# Forum Home Renovation Decking  Timber Decking - Jarrah or Merbau??

## pdonners

Hi, we're in Newport VIC 3015.  We're in the process of installing landings & decking. Areas are a covered *Front Entry* at 2.7x1.7 with a step(s), exposed *Side Entry* at 1.34x1.15 with step(s) and an exposed *Backyard Entry* decking at 2x3 with step(s) on two sides with built in 'L' shape seating/bench(s) on the front end.
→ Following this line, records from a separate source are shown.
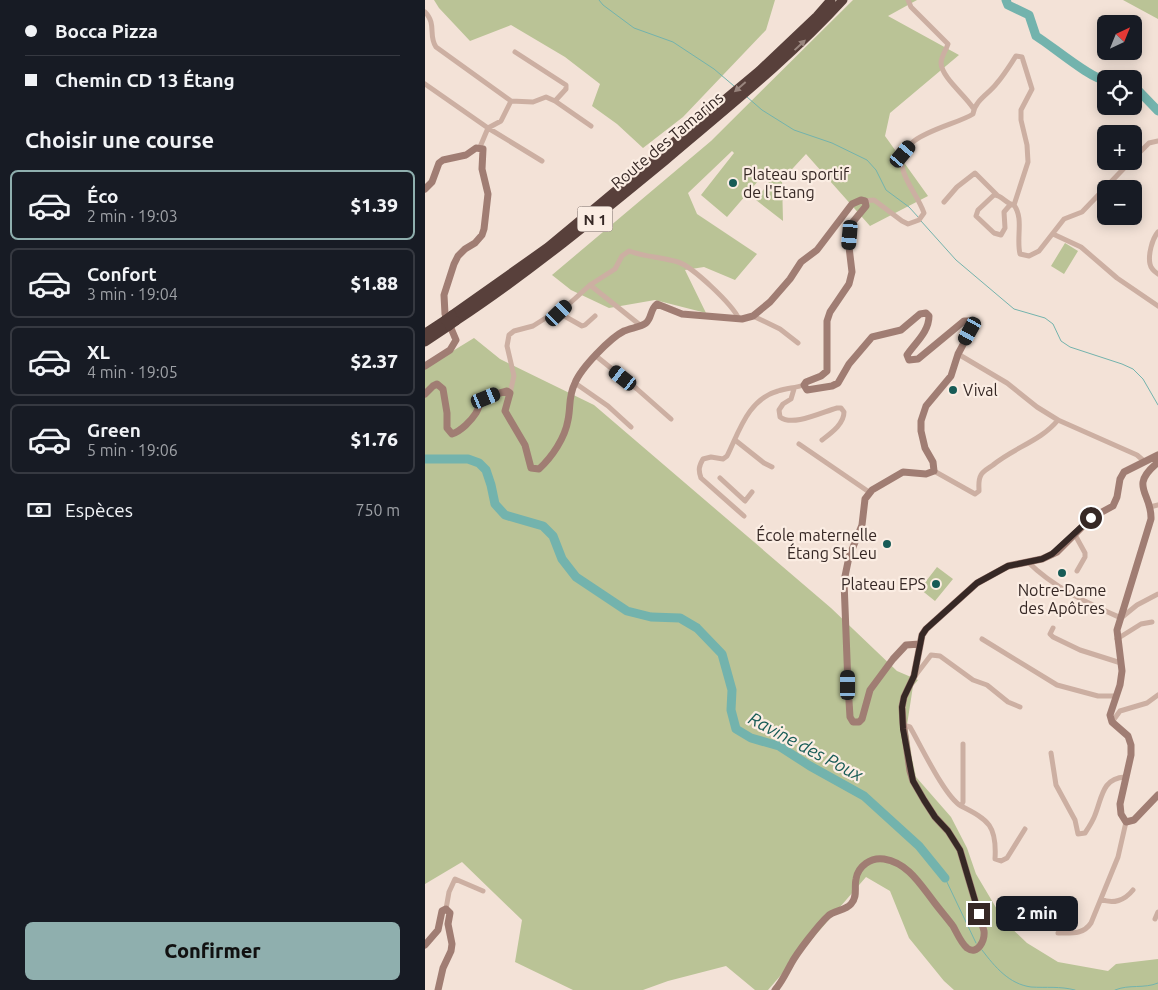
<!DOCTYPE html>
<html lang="fr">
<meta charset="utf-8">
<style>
body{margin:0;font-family:Ubuntu,sans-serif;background:#20242c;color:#f1f3f6;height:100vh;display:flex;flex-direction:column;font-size:19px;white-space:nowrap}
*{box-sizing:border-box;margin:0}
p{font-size:16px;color:#9ea1a6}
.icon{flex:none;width:28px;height:28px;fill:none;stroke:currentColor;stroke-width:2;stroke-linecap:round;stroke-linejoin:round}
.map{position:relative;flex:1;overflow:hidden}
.drawer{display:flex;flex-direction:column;background:#171b24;width:425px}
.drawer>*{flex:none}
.banner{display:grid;align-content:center;height:110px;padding:0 25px;background:#171b24}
.needle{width:32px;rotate:43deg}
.buttons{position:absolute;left:672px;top:15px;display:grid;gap:10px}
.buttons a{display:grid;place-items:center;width:45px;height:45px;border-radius:8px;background:#171b24;box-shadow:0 2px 12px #0003;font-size:25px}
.end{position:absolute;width:22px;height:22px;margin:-11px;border:6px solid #362825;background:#fff;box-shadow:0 0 0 2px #fff}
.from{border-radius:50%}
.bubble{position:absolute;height:35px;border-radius:8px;background:#171b24;box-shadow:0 2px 12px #0003;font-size:16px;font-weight:800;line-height:35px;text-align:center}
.car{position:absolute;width:15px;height:30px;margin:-15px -8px;border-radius:6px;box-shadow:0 0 4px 1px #0007;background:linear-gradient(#222 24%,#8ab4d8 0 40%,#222 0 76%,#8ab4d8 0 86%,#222 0)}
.banner b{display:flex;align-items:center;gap:18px;height:48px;font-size:19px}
.banner b+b{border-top:1px solid #363941}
.banner i{width:12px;height:12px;background:#f1f3f6}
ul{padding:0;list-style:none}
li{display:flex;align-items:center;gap:15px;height:70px;margin:0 10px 8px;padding:0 15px;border:2px solid #363941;border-radius:8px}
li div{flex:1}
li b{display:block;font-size:19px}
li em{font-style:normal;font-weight:800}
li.selected{border-color:#8fafae}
li>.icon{width:45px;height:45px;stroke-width:1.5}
h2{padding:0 25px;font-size:22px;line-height:60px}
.pay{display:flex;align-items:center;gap:12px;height:55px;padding:0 25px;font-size:19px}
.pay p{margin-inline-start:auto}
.button{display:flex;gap:10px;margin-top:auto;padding:10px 25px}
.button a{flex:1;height:58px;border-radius:8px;background:#8fafae;color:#111;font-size:20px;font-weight:800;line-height:58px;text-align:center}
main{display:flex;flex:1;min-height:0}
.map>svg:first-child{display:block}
</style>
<main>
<section class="drawer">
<div class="banner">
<b><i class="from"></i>Bocca Pizza</b>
<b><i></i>Chemin CD 13 Étang</b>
</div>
<h2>Choisir une course</h2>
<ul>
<li class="selected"><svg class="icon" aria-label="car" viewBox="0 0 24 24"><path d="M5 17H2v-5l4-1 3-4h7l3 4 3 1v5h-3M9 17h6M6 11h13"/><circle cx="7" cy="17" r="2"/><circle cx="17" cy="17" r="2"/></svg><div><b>Éco</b><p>2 min · 19:03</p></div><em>$1.39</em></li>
<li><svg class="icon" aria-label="car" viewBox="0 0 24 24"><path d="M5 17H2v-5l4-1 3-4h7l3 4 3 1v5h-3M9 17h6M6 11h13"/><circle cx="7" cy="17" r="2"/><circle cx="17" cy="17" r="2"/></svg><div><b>Confort</b><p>3 min · 19:04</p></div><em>$1.88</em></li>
<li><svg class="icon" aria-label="car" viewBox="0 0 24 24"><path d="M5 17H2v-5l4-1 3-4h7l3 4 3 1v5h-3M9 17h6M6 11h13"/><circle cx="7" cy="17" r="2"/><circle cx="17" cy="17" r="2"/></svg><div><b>XL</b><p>4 min · 19:05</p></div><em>$2.37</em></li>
<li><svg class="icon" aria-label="car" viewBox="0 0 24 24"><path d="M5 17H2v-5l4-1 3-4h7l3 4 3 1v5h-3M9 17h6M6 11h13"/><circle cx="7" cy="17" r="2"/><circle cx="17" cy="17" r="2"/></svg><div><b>Green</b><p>5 min · 19:06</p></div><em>$1.76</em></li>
</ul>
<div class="pay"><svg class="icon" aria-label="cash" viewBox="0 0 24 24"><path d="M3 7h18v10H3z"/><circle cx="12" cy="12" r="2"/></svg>Espèces<p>750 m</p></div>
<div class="button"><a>Confirmer</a></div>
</section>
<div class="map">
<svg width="733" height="990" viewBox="0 0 733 990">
<rect width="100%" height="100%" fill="#f3e2d7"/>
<!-- green -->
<path fill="#bac396" d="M9 0H350L341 30 258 117 218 148 192 124 167 106 175 84 140 57 86 25 45 41 14 8Z
M428 0H492L463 16 534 55 465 113 460 136 503 196 445 226 381 154 357 180 358 221 331 200 344 182 326 167 334 180 302 217 276 195 309 153 307 151 263 193 272 214 332 254 310 280 279 267 260 270 281 313 230 300 184 308 146 290 127 275 286 141Z
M698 0H733V19Z
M640 243 653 251 639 274 626 266Z
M49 338 75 359 169 405 406 608 472 671 493 680 488 686 482 725 487 758 491 777 526 817 542 848 551 874 579 921 602 943 633 962 683 971 691 964 733 959V990H529L519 981 484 938 465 891 441 877 343 990H330L301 966 243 981 218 990H148L90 962 97 920 37 862 0 884V368Z
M512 567 528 579 510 601 495 589Z"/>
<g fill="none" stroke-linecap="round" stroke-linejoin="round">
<!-- stream -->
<path stroke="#73b3ad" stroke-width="1" d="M174 0 178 5 209 28 248 42 289 69 309 86
M322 97 337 110 369 130 407 143 442 160 451 170 461 190 484 207 494 218
M496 221 531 260 589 309 620 318 628 324 636 341 645 347 697 364 708 369 718 379 733 405
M520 878 551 943
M557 950C570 967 584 984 606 987 621 988 635 986 650 990
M690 990C704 984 719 989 733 983"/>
<!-- river -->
<path stroke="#73b3ad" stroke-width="9" d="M581 0 583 5 604 15 611 36C626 45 668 81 681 80
M709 86 733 111
M0 459H43L54 463 61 470 66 485 70 504 80 515 118 526 128 536 137 559 151 577 202 611 226 617 255 618 272 628 297 654 307 690 306 710 311 729 326 738 354 746 385 766 439 796 494 846 520 878"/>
<!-- street -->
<path stroke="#ccafa2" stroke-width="5" d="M483 0 486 7 523 44C521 50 516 57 516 63 517 78 540 95 548 108
M0 12C12 24 3 36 11 47L86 101
M90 52 141 85V89L130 101
M0 84 63 128 117 161
M55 147 63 128 76 121 86 101 108 102 121 97 130 101 166 126
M709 158 724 143 733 141
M440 201 449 200 477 221 483 224 494 220 499 213C494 198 482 185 478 170 467 135 528 127 548 114 550 100 564 94 572 83 579 75 585 65 591 56L597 57 607 89 596 110V120L602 145 603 162 589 205C599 219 591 237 595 254L604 256 614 251 639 219 657 212 706 161
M519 202 532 187 550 173 572 195
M585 205 579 212 580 228 576 235 569 233 551 216 553 210 569 195C577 195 581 204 589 205
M733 232C727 239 723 255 725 264 726 269 730 272 733 274
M628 234 656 247 692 278 733 306
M165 285 215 325
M134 313 157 326 160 325 170 316
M328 316 355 329 373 343
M533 354 582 383 612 407 633 420
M171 356 212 389 246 419
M150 383 183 406 206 427
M369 389 366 399 358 404 354 410 355 417C368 427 397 412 412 408H416L419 412C419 424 406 433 397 440
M85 393 89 376 82 346 84 335 89 331 108 326 127 314 134 313 165 285 190 269 197 256 204 251C220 257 237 257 253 262 268 267 307 304 314 319
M310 440 339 463 347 467
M374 444 444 492
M509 471 550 494 554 491C554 485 553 480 556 475 558 471 564 468 568 465 588 448 616 441 633 420L712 455 719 461
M295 478 320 501 327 492
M725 507 733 505
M319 516 276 478C273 470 274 466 278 459L286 457 298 459 302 456C314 432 323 399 353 391 362 388 370 388 379 385
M649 533 660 553V557L652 571
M603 562C629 588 663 603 696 618L712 605 733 594
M628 628 625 634 628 637 655 650 696 663
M557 639 632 685 673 696H691
M692 639 716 624 727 622
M490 676 506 655 515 656 548 680 562 685 583 702 595 707
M687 722 695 711 722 703 733 695
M478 725 485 727C496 746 520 797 536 806L538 802V744
M626 753 631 785 650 820 653 834 660 833C664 827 668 821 670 815 677 798 677 778 700 777
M536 806C564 820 572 826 570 859L576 861 582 858 600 829
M676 899C688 905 700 900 708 890
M21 909 24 892 30 879 58 891
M730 919 733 912
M633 933C646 933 658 935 666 923L693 857 701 822"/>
<!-- secondary -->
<path stroke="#a07d73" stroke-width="7" d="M0 189 7 182 14 163 18 160 41 155 51 148 58 149 57 169 63 194 59 229 57 235 50 243 40 249 33 256 29 264 19 295 20 314 31 340 25 350 0 366
M0 394 8 386 12 384 18 389 22 413V428L27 434C36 431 46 421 51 413 53 410 54 405 56 402 62 396 74 393 82 391L85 393 80 411 100 445 106 468 114 469C127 457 140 438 143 420 146 406 143 397 150 383 156 368 185 338 199 331 206 328 216 327 221 323 227 318 225 309 232 304L257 314 317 319 328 316 345 302 365 279 376 262 392 250 427 204 436 200 440 201 441 206 427 223 424 247 427 272 424 284 405 312 402 321V371L396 376 381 382 379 385 382 390 407 386 413 383 424 364 447 337 476 330 495 314 501 313 504 316C504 332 490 343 482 355L484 360 493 359 539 321H545L547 328 533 354 526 376 501 406 496 421V431L500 448 508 462 509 471 501 474 478 472 447 490 440 499 437 525 424 557 419 581 423 685 425 717 428 722H434L437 719 445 690 468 659 481 645 495 644
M731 456V464C704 487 727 493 726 519L692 630 697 671 695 685 685 715 687 722 703 736 706 745V755L695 804 696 814 701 822 709 820 733 795
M0 945 13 930 17 911 21 909 25 913 23 924 27 944 26 951 18 968 13 990
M350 990C357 982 361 973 366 964 371 954 394 924 403 916 409 910 420 911 426 904 433 897 429 887 431 879 433 866 446 857 459 859 483 863 495 884 509 902 515 910 522 918 528 926 532 933 536 943 542 948 553 956 560 940 559 931L535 850 523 831 510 817 499 800 488 781 485 771 478 723 477 707 479 697 489 676 497 635 501 629 552 583 583 566 617 559 632 552 666 518 688 506 692 497 695 479 699 472 733 455"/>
<!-- highway -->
<path stroke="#58403b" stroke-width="9" d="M27 315 123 247 176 203 334 71 392 16 406 0
M31 321C105 272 173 216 241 160 302 108 364 59 418 0
M0 333 20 320
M0 342 24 326"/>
<!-- highway-bridge -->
<path stroke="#58403b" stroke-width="9" d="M20 320 27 315
M24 326 31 321"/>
</g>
<!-- one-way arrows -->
<defs><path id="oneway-solid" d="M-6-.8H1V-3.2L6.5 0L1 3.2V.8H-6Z" transform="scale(1.25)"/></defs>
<g fill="#99857e">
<use href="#oneway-solid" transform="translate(375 45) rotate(-43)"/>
<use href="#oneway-solid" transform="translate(315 87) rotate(139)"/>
</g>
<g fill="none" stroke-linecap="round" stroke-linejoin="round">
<!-- route -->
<path stroke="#362825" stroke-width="6" d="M554 914 535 850 523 831 510 817 499 800 488 781 486 771 478 729 477 707 479 697 489 676 497 635 501 629 552 583 583 566 617 559 627 554 666 518"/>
</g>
<!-- markers -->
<g fill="#175b56" stroke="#fbede3" stroke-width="2">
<circle cx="308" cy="183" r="5"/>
<circle cx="528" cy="390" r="5"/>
<circle cx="462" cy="544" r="5"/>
<circle cx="637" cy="573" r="5"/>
<circle cx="511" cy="584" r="5"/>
</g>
<g text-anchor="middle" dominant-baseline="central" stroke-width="4.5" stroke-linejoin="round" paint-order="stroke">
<!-- shield labels -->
<rect fill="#fbede3" stroke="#71635e" stroke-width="1" x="152.5" y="206.5" width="35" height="25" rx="4"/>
<g font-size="15" font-weight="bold" fill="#362825">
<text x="170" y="219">N 1</text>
</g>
<!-- street labels -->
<g font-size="16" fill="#362825" stroke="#fbede3">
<text transform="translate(242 140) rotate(-40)">Route des Tamarins</text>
</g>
<!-- poi labels -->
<g font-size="16" fill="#362825" stroke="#fbede3" text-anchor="start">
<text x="318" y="174">Plateau sportif<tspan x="318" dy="18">de l'Etang</tspan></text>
<text x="538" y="390">Vival</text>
<text x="452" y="535" text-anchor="end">École maternelle<tspan x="452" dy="18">Étang St Leu</tspan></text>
<text x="501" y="584" text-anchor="end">Plateau EPS</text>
<text x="637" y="590" text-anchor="middle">Notre-Dame<tspan x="637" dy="18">des Apôtres</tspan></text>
</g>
<!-- water labels -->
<g font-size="18" font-style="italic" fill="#175b56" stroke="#fbede3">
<text transform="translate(381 746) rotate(28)">Ravine des Poux</text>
</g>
</g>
</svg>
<div class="buttons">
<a><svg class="needle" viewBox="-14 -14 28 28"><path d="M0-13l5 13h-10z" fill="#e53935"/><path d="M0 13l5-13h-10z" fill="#9ea1a6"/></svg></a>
<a><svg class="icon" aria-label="locate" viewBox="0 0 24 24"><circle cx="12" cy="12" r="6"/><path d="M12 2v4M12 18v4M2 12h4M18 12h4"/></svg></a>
<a>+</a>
<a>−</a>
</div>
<i class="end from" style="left:666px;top:518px"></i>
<i class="end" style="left:554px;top:914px"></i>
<div class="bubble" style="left:571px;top:896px;width:82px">2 min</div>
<i class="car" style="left:478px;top:154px;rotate:40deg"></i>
<i class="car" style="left:425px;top:235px;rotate:185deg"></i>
<i class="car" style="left:134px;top:313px;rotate:46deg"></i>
<i class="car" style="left:545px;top:331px;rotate:209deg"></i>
<i class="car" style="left:198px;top:378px;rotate:308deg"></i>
<i class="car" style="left:61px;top:398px;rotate:68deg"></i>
<i class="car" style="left:423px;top:685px;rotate:0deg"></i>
</div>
</main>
Initially we had all intentions of putting in Merbau (140x19mm) to _match_ our internal Timber Flooring, which is WA Karri (180mm). *FYI:* with the decking/steps we're after that 'boxed' look finish.  Our _Chippy_ has just thrown in a _wobbly_; by not only recommending Jarrah but he suggests that tongue & groove decking is the way to go.  Does anyone have any recommendations/experiences with regard to merbau/jarrah &/or tongue&groove/pencil rounded (reeded) decking???  Advice would be much appreciated...

----------


## Claw Hama

Hi Pdonners, I have put down mixed hardwood t&g on our own north facing verandah (Cal bungalow)
as was original 80ish years ago been down about a year or so and has been great as was the original. I have also used Merbau decking narrow and wide, t/pine and had no trouble with any of them. I haven't used Jarrah but I would be surprised if you had any problem with that. I would probably go for a decking board outside if uncovered rather than t&g so the water can run through rather than lay on the top or for that mater anywhere that will get wet too often and stay wet for extended periods of time. Depends who puts it down too!! I would rather use Jarrah than Merbau these days Merbau is almost extinct now apparently from over logging. Good luck.

----------


## Jo West

Hi - I have just put in a Merbau deck.  Now, I am not sure how much help this is, but the reason I chose Merbau is that at our local timber yard they have a decking display.  Its a board walk consisting of about 8  sections each made of a different hardwood.   The display has been outside, exposed to the weather for a couple of years.   The reason I chose Merbau is that of the timbers in the board walk it was the one that had best retained its colour and looked least weathered after a few years.   They didnt have Jarrah included in their display so this is no help in comparing the two woods, but it probably indicates Merbau should be fine

----------


## Steve Jackson

The reason there is a gap in decking (between the boards) is to allow for movement that is caused by the differential exspansion of each board in the outside environment.  T&G boards will crack and/or cup when they expand/contract in the constantly fluctuating outdoor environment - the impact of relative humidity on the equilibrium moisture content of the timber is what makes it swell and contract.  I would question the decking experience of any chippie that would use T&G boards for out side use.  Please tell me he is not using treated pine joists also..... 
Both these decking timbers are only class 2 durability,  I would go for the highest durability class you can afford (ie ironbark durability 1), you'll pay a little more but your decking will last much longer.    I build everything to last as long as possible and tend to use slavaged or remilled timbers that tend to be the highest quality.    Jarrah is a nicer looking timber than Merbau, there are environmental issues with both when new timber is used but salvaged (remilled) Jarrah is available. 
Steve.

----------


## Lexi01

Hi Pdonners, 
Another thing to think about when choosing your timber is what sort of house you have.  If you're in newport odds are you're in a nice old character home.  For the front porch of an edwardian or victorian you might want to think about using the same timbers they used to use on these houses (T&G Jarrah - left to go grey). 
For the back deck...I'd be using merbau.  Obviously when these houses were being built originally the back deck wasn't as prevalent as it is now so authenticity sin't really a factor. 
Just my opinion but I reckon the front of the house looks so much better if kept original.  And some nice T&G Jarrah left to weather and age (grey) gracefully would look brilliant.

----------